The Conservative MP said: “I am disappointed by the lack of detail and transparency displayed by the leadership of HMRC in response to my questions on the summer closure of an important taxpayer helpline.
“There is clearly a lack of clarity over the impact this decision will have on taxpayers. This simply isn’t good enough.”
HMRC previously announced that it would pilot a new “seasonal model” for the helpline, to help free up advisers to respond to urgent calls on other lines and answer customer correspondence.
There is clearly a lack of clarity over the impact this decision will have on taxpayers. This simply isn't good enough
The revenue body is trialling directing self-assessment queries from the helpline to the department’s digital services, including its online guidance, digital assistant and webchat.
The helpline will reopen on September 4 so people can receive expert support in the five months leading up to the self-assessment deadline on January 31 2024.
Ms Baldwin continued: “These decisions should not be taken in haste and with no consultation, and, as a committee, we will be keeping a close eye on developments in this area.”
In a letter from HMRC to Ms Baldwin, Angela MacDonald, deputy chief executive and second permanent secretary, said: “From our analysis, we know that 97% of SA (self-assessment) customers file their returns online, and up to two-thirds of all calls to the SA helpline are about matters which could be dealt with digitally, either by consulting online guidance, using our digital assistant, or by going to the customer’s own online tax account or the HMRC app.
“We also know that SA demand is seasonal: the SA helpline receives far fewer calls over the summer, with calls around 50% higher between January and April compared with June to August.
“SA queries during the summer tend to be less complex than those received later in the year and relatively non-urgent compared with calls to some of our other helplines.
This challenge has been subject to further pressure from inflation and policy decisions, directly impacting the number of taxpayers, and the number with more complex affairs, that we have to serve
“The decision to pilot a seasonal telephony model for SA was taken based on this insight, and on the need to improve overall customer service levels.
“This is also set against the context of the challenging level of efficiencies required by our Spending Review 2021 settlement.
“This challenge has been subject to further pressure from inflation and policy decisions, directly impacting the number of taxpayers, and the number with more complex affairs, that we have to serve.
“We recognise that this pilot will test a significant change in our services and will need careful monitoring, but our analysis shows that we should be able to handle the vast majority of SA queries over the summer through our digital service, backed up with a webchat adviser service.
“We will evaluate how our customers respond to this digital shift and use this experience to improve SA and other services in the future.”
The letter continued: “We did not consult external organisations prior to this announcement.
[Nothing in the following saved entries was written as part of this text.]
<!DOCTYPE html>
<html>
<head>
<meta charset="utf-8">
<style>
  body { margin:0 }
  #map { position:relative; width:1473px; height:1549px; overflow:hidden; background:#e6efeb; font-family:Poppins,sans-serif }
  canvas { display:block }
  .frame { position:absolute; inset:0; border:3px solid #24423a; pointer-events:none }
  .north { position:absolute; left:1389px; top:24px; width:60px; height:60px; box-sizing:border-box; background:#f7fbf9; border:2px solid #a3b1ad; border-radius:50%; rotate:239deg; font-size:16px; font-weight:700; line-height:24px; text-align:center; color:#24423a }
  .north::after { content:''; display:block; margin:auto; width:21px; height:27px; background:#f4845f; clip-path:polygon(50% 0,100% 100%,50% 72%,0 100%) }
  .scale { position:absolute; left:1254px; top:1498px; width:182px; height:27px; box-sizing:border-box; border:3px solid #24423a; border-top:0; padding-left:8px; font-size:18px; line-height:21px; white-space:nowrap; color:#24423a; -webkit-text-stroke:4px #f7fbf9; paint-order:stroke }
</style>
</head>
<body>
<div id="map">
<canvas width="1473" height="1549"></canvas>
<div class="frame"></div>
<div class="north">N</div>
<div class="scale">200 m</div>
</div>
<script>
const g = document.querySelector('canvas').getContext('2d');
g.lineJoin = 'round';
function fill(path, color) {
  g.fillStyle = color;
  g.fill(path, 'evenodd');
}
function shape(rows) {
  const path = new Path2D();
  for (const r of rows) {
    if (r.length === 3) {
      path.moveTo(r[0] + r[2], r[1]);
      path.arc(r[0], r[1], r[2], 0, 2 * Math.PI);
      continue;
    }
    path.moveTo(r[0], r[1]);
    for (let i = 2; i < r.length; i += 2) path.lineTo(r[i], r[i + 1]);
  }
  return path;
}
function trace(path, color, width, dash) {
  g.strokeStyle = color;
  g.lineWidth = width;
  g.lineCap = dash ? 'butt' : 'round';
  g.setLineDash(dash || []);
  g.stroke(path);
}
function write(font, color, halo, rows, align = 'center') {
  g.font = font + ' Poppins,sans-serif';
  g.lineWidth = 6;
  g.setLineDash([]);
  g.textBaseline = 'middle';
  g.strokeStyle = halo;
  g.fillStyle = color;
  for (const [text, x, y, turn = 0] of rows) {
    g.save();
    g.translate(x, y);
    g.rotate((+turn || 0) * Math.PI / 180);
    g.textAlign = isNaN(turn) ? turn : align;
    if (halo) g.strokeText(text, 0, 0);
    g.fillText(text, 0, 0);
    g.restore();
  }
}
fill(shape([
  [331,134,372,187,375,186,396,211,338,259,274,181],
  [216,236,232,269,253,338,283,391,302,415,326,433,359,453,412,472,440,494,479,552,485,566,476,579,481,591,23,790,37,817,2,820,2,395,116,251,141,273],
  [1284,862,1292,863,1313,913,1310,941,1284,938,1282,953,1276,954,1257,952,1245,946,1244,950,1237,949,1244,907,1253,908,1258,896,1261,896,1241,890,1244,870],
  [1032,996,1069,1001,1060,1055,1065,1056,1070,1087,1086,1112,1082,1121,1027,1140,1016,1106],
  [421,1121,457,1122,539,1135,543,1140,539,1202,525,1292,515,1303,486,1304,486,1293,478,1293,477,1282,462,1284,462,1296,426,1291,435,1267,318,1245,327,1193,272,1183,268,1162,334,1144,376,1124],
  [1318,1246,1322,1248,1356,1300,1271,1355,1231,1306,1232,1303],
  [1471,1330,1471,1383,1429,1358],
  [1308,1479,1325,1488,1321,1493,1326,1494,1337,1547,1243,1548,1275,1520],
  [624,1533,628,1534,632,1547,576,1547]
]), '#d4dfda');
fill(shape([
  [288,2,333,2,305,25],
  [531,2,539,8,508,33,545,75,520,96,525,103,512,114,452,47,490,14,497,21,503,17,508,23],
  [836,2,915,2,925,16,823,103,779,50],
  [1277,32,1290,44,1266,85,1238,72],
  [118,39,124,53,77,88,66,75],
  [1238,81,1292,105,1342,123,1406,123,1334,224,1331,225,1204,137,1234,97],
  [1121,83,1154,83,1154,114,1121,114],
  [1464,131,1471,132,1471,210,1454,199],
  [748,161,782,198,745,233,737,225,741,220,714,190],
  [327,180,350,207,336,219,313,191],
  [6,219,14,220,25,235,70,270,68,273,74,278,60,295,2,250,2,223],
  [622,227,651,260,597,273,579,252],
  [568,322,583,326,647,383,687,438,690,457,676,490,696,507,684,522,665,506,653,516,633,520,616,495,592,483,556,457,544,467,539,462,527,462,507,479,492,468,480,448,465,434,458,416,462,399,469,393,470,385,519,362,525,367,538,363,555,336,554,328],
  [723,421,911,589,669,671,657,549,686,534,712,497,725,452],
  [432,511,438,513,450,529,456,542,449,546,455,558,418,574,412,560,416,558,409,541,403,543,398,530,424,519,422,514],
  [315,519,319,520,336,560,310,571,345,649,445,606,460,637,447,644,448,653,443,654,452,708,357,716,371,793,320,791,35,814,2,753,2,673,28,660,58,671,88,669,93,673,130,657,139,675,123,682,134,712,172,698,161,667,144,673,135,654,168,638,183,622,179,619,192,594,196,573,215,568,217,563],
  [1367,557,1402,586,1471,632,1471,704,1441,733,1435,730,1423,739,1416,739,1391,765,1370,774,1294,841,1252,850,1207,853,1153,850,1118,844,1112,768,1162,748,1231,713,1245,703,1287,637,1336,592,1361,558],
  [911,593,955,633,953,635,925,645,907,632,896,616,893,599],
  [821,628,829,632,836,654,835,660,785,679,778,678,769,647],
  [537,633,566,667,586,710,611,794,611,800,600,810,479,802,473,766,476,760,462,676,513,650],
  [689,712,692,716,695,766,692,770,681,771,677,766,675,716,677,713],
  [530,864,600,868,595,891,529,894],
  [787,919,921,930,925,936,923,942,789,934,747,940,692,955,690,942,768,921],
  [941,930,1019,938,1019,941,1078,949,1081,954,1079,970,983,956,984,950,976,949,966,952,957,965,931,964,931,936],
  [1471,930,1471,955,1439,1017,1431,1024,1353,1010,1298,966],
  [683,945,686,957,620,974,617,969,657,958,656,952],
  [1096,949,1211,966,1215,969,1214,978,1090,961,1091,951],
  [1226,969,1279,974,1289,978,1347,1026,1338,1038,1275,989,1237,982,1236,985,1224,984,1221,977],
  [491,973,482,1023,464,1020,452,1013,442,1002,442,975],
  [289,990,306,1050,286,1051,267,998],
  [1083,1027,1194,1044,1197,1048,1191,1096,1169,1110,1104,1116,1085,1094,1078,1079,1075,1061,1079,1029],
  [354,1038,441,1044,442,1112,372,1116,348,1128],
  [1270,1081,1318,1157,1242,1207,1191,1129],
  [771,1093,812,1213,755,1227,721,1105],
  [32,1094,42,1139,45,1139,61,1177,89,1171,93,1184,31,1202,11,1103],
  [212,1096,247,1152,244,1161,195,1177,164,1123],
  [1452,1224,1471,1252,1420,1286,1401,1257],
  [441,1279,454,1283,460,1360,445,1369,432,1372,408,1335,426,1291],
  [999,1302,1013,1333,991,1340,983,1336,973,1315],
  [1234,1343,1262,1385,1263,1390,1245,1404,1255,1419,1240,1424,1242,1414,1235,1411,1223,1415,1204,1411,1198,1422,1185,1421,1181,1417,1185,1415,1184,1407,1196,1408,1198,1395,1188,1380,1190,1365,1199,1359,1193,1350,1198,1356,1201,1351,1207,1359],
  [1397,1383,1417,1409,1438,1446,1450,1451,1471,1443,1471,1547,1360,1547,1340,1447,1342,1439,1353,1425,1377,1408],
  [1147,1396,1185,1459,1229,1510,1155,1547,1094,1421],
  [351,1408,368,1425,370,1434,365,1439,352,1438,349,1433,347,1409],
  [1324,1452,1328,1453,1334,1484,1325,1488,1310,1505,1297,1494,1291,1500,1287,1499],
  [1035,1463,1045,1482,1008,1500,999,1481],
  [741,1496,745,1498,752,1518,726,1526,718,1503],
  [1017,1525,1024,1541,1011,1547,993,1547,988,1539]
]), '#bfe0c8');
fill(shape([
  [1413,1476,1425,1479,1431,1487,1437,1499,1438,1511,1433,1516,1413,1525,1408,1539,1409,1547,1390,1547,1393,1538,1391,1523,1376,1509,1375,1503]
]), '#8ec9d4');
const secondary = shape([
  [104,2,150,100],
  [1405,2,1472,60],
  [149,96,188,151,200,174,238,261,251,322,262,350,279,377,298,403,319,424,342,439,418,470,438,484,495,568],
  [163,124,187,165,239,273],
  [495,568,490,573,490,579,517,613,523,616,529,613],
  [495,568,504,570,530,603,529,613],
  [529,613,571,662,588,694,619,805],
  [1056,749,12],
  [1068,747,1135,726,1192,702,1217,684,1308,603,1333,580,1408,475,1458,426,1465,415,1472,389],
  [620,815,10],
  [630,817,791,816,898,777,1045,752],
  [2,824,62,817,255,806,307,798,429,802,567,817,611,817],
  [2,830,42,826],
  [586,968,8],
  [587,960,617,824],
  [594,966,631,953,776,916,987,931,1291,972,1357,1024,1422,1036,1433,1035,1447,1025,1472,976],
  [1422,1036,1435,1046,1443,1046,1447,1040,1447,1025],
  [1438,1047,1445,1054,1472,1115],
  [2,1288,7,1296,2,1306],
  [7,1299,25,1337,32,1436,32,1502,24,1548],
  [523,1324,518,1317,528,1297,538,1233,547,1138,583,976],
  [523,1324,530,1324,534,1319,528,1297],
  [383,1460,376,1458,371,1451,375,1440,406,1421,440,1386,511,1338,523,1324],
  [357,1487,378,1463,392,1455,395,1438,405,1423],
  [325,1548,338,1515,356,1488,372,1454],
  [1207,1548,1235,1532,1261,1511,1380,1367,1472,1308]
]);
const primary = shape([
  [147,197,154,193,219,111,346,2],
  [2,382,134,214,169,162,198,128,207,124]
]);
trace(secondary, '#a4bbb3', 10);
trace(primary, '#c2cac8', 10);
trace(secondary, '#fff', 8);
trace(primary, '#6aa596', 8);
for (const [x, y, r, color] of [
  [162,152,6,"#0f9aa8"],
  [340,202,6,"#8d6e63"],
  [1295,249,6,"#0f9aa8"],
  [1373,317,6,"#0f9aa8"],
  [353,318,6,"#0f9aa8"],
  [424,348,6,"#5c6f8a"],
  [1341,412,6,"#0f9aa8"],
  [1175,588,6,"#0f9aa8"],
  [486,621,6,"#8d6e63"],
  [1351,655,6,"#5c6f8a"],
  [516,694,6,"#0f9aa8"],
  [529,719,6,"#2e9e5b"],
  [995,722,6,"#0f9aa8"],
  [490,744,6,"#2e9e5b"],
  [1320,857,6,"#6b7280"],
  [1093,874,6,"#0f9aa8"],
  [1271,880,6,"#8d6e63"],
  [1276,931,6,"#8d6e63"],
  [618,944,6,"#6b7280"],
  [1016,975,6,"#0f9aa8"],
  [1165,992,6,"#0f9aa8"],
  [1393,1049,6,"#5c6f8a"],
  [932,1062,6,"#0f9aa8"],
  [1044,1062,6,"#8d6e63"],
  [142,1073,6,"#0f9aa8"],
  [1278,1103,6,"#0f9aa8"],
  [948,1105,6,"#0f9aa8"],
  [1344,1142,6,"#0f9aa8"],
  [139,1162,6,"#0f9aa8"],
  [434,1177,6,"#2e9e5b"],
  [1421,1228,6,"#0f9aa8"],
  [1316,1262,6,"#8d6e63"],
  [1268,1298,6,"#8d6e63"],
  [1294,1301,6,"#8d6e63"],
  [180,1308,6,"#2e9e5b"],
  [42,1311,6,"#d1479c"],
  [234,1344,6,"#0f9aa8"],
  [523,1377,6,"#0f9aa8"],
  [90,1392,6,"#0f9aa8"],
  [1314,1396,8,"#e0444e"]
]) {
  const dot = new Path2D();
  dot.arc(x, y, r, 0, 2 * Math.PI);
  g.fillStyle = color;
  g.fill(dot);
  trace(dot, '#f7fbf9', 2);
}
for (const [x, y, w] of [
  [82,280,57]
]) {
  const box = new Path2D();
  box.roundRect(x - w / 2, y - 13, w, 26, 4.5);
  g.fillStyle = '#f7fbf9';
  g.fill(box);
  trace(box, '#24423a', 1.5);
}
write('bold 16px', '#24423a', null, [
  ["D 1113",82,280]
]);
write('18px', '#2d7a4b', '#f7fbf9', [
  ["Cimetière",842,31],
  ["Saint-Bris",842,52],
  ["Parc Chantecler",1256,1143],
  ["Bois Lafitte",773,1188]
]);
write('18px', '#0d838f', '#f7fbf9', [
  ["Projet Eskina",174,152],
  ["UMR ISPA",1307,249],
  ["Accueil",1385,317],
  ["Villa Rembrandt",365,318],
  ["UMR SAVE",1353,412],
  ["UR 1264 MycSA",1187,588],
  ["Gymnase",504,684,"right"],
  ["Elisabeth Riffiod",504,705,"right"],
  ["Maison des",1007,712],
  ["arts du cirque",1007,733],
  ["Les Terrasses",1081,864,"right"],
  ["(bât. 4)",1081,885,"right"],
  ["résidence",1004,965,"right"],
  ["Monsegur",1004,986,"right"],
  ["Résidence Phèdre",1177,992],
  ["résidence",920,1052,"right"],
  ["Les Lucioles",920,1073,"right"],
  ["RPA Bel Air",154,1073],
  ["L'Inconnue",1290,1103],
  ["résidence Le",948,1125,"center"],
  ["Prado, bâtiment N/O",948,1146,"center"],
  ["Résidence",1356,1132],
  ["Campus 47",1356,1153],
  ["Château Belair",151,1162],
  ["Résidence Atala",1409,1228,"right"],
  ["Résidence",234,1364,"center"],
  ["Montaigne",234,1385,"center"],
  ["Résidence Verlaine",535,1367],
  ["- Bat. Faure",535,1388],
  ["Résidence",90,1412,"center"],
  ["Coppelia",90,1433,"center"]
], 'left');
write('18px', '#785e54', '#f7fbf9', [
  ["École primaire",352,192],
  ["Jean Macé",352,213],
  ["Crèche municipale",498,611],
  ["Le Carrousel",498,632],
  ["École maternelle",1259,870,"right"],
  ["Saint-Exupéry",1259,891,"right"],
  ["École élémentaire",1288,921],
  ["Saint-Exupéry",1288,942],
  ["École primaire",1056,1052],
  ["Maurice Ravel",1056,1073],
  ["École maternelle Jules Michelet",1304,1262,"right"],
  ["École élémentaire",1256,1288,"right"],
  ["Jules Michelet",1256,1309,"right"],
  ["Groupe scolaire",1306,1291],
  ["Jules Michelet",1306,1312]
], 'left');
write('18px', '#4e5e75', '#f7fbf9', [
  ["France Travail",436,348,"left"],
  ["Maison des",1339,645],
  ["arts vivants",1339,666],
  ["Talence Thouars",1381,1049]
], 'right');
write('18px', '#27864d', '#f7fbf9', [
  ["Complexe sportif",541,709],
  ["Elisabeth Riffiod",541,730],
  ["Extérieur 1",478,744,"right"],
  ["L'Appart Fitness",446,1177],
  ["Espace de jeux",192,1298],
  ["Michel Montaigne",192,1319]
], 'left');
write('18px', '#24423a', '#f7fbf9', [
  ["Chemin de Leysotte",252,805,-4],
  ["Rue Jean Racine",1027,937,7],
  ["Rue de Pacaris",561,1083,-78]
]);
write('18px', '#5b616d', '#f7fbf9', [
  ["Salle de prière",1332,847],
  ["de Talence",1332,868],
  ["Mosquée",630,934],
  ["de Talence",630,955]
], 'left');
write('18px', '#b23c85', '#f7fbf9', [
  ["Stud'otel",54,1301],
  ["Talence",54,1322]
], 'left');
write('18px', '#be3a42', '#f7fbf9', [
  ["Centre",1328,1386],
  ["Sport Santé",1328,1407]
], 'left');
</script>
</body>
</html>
“We have been clear on our long-term direction of greater use of digital and self-service channels and have been talking to stakeholders about the challenges we face.
“Moreover, this is a pilot and we will learn lessons and gather feedback from customers and external bodies as part of this work.”
Throughout the pilot period, we will continue to prioritise the needs of our most vulnerable customers and to support customers to access our digital services
The letter said HMRC will evaluate the number of customers using digital services to “self-serve”, including personal tax accounts and the HMRC app.
HMRC will also track contact via HMRC webchat and the resolution rate of these interactions.
The letter said: “Throughout the pilot period, we will continue to prioritise the needs of our most vulnerable customers and to support customers to access our digital services.”
The committee had questioned whether the helpline changes were influenced by HMRC’s home-working policy.
But the letter stated: “I can reassure the committee that this pilot is not related to our flexible working policies in any way.
“No fewer people will be employed answering inquiries and processing customers’ tax affairs, no staff will be working fewer hours, and nobody will be doing less.
“The staff who would have been on this phone line will be working in other customer service roles during the pilot.”